Der 305. Tag im Jahr – Obgleich dieser Tag weltweit gefeiert wird, gibt es verschiedene Bräuche und Riten. In Deutschland zum Beispiel, herrscht in einigen Bundesländern ein Tanzverbot sowie laute Musik. Dies gilt auch für viele weitere europäische Länder. Dazu gehören unter anderem Österreich, Italien, Frankreich, Spanien und Belgien. Auch in manchen Schweizer Landesteilen (15 Kantone) ist dies ein gesetzlicher, arbeitsfreier Feiertag.

Der 305. Tag im Jahr – Traditionen, Events und Bräuche

 

Zu Allerheiligen werden vor allem auf Friedhöfen unzählige Kerzen angezündet.

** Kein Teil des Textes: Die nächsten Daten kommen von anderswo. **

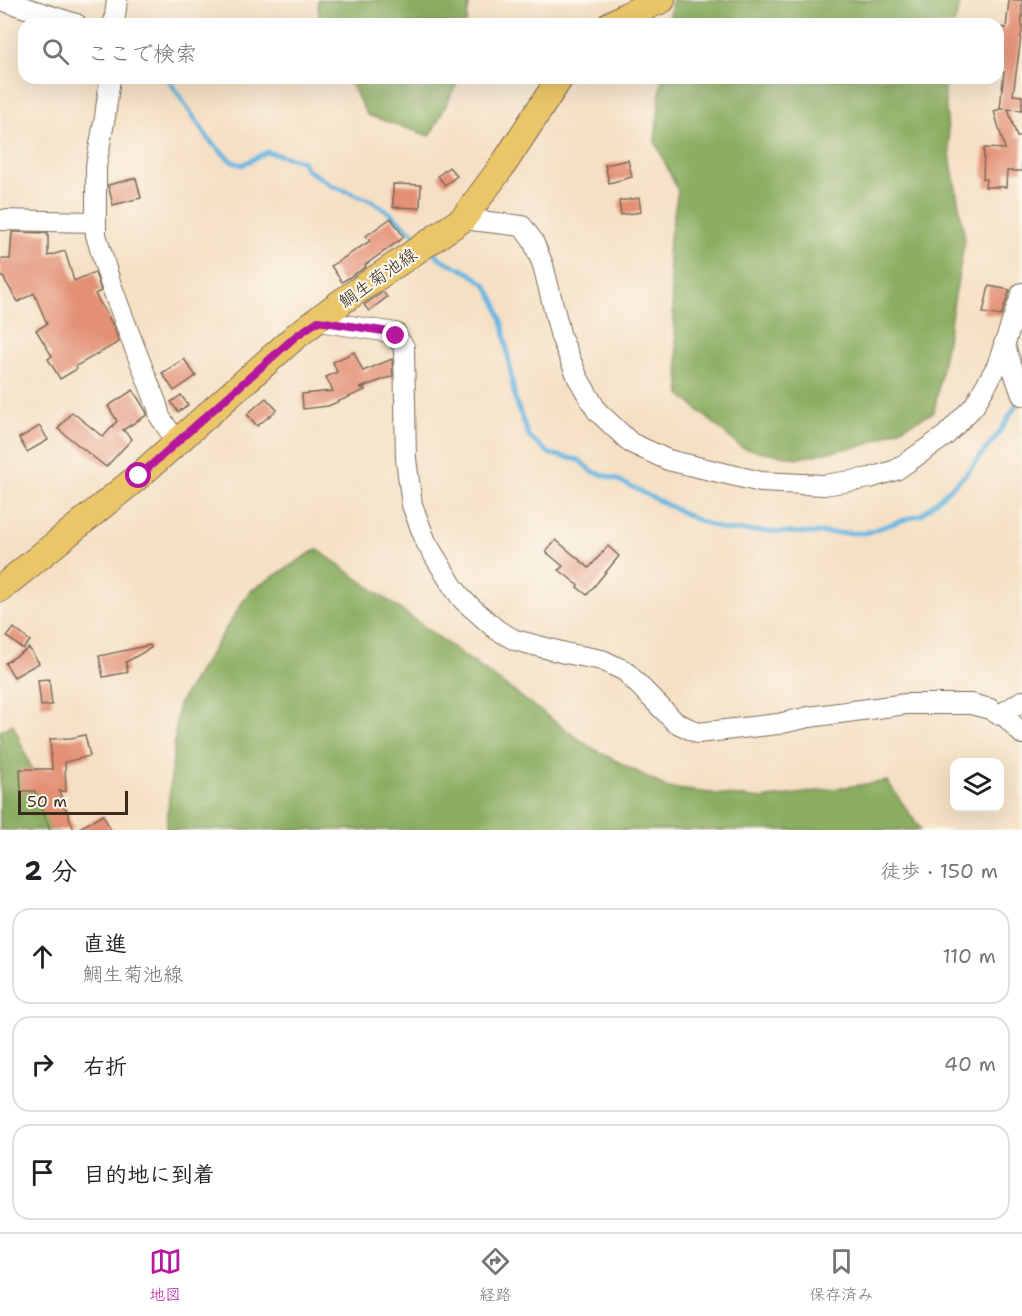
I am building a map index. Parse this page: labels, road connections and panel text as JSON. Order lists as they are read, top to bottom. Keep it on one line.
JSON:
{"streets":{"main road":["鯛生菊池線"]},"scale_bar":"50 m","page":{"search":"ここで検索","scale":"50 m","heading":["2 分","徒歩 · 150 m"],"list":[["直進","鯛生菊池線","110 m"],["右折","40 m"],"目的地に到着"],"nav":["地図","経路","保存済み"]}}
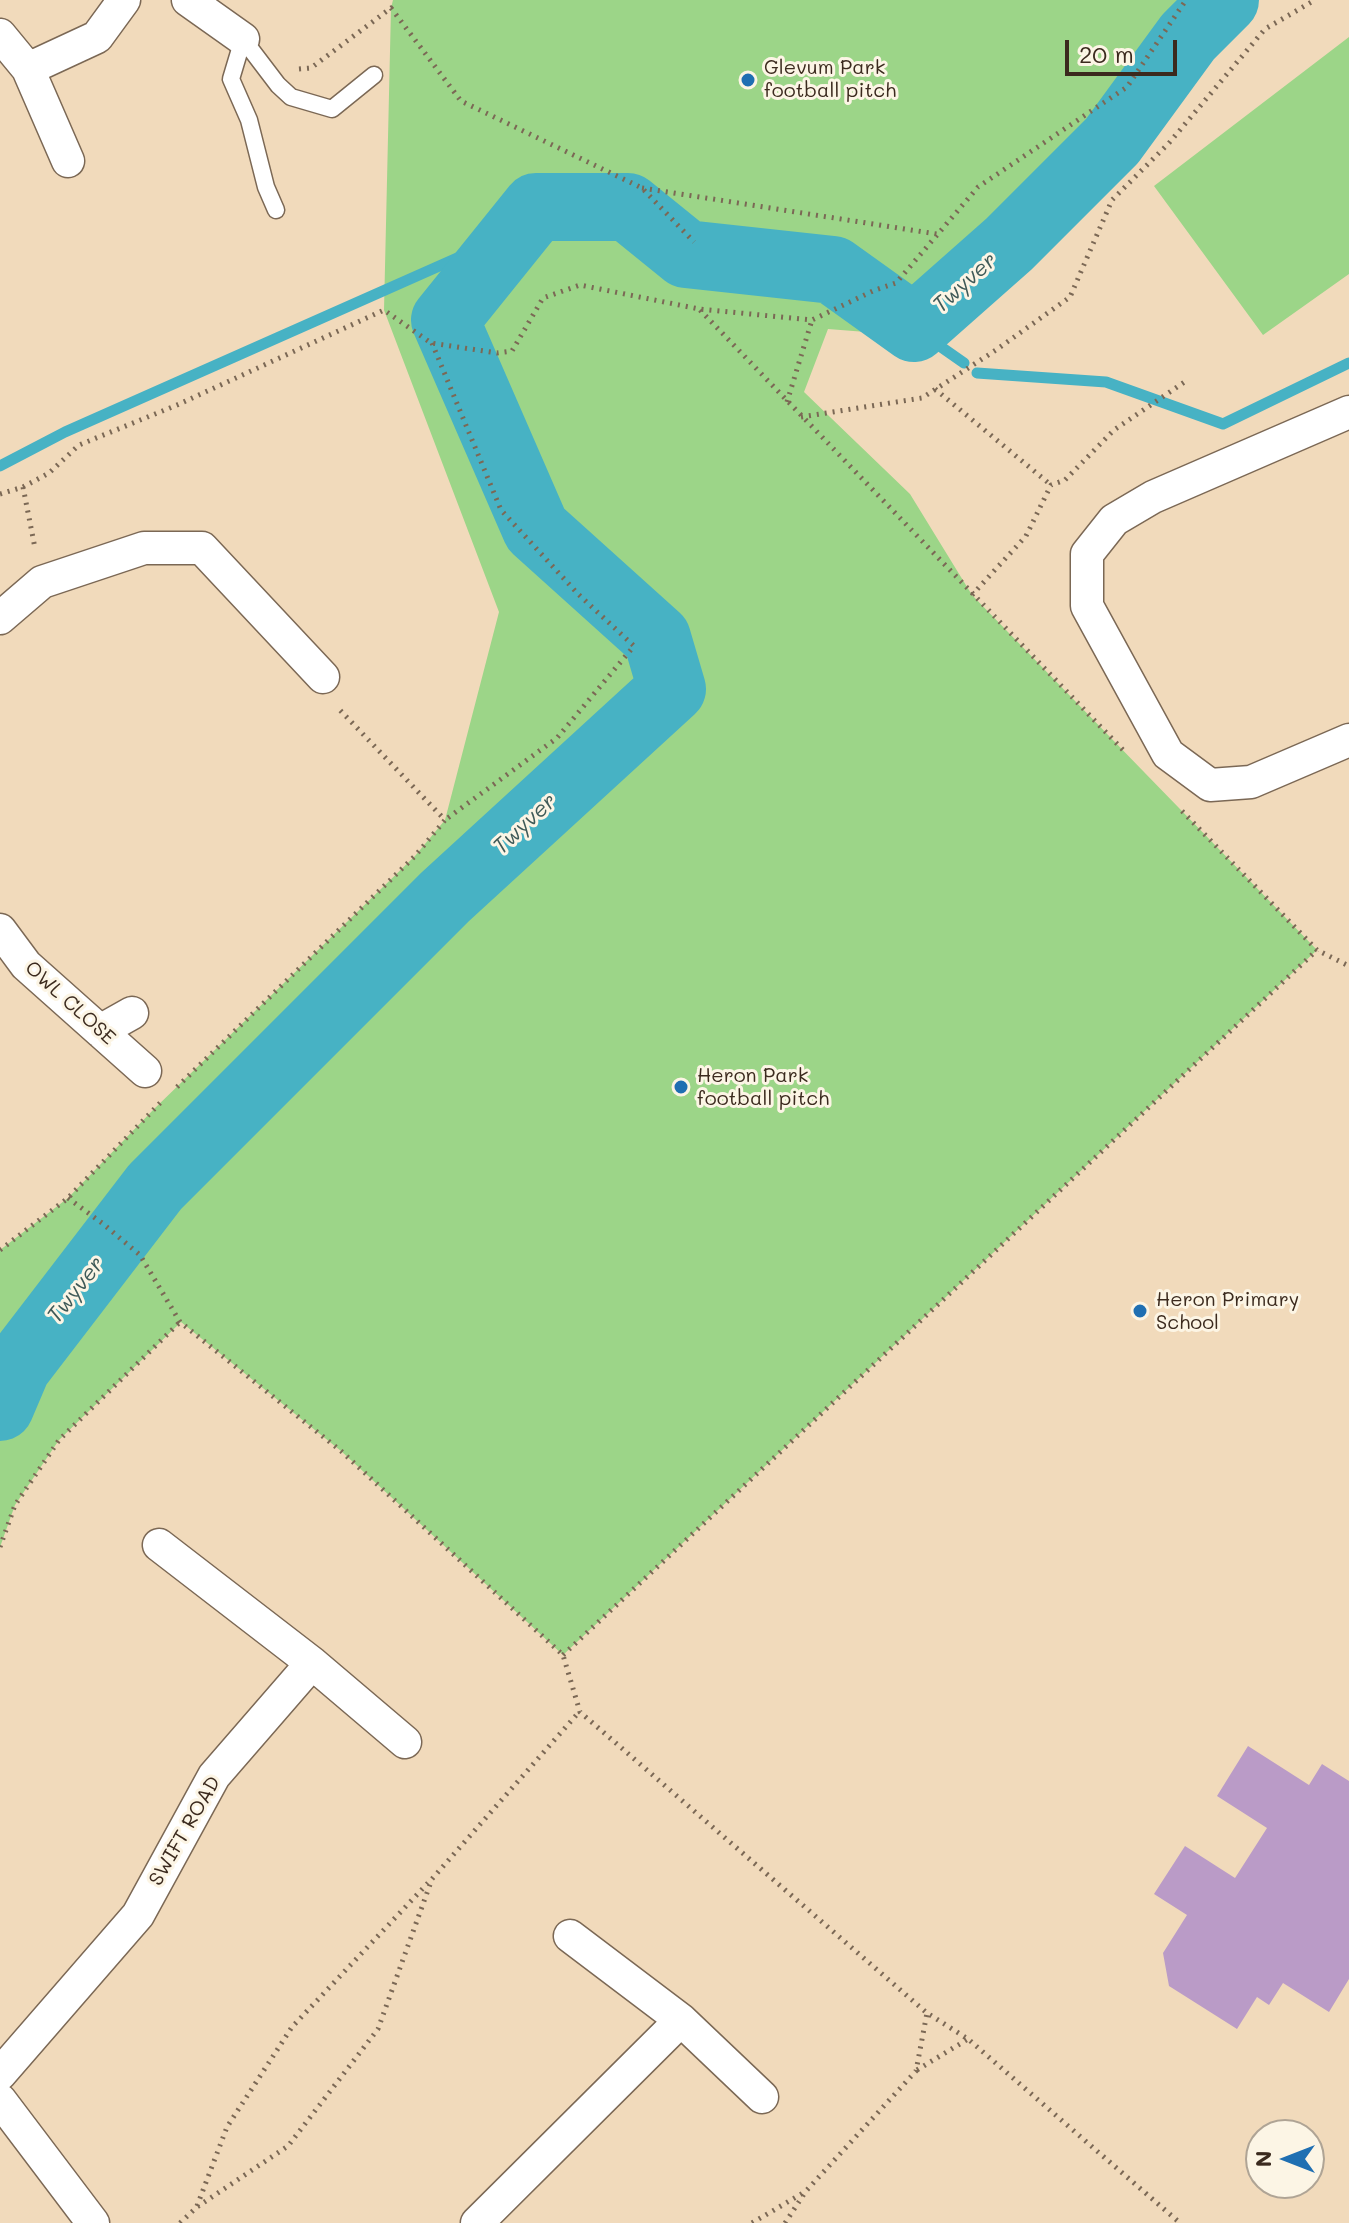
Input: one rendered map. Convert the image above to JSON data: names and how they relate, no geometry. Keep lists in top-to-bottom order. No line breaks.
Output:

Obwohl das katholische Hochfest den Heiligen gewidmet ist, gedenken viele Menschen ihrer verstorbenen Verwandten und Bekannten. Gläubige Christen, besuchen an diesem Tag einen Gottesdienst und abendliche Andachten. Ein ähnlicher Brauch existiert in Italien, Belgien und Ungarn – dort werden die Gräber jedoch vor allem mit Blumen geschmückt. In Spanien, Portugal und Mexiko werden den Toten Opfergaben gewidmet. In Frankreich hingegen finden in der ersten Tageshälfte Gottesdienste zu Ehren der Heiligen statt, am späten Nachmittag und Abend gedenken auch hier die Menschen den Verstorbenen. Vielerorts werden die Gräber dekoriert. In einigen Regionen Deutschlands bereiten die Menschen ein Allerheiligengebäck aus Hefeteig – der sogenannte Seelenzopf – zu. Der Pate verschenkt es an das Patenkind.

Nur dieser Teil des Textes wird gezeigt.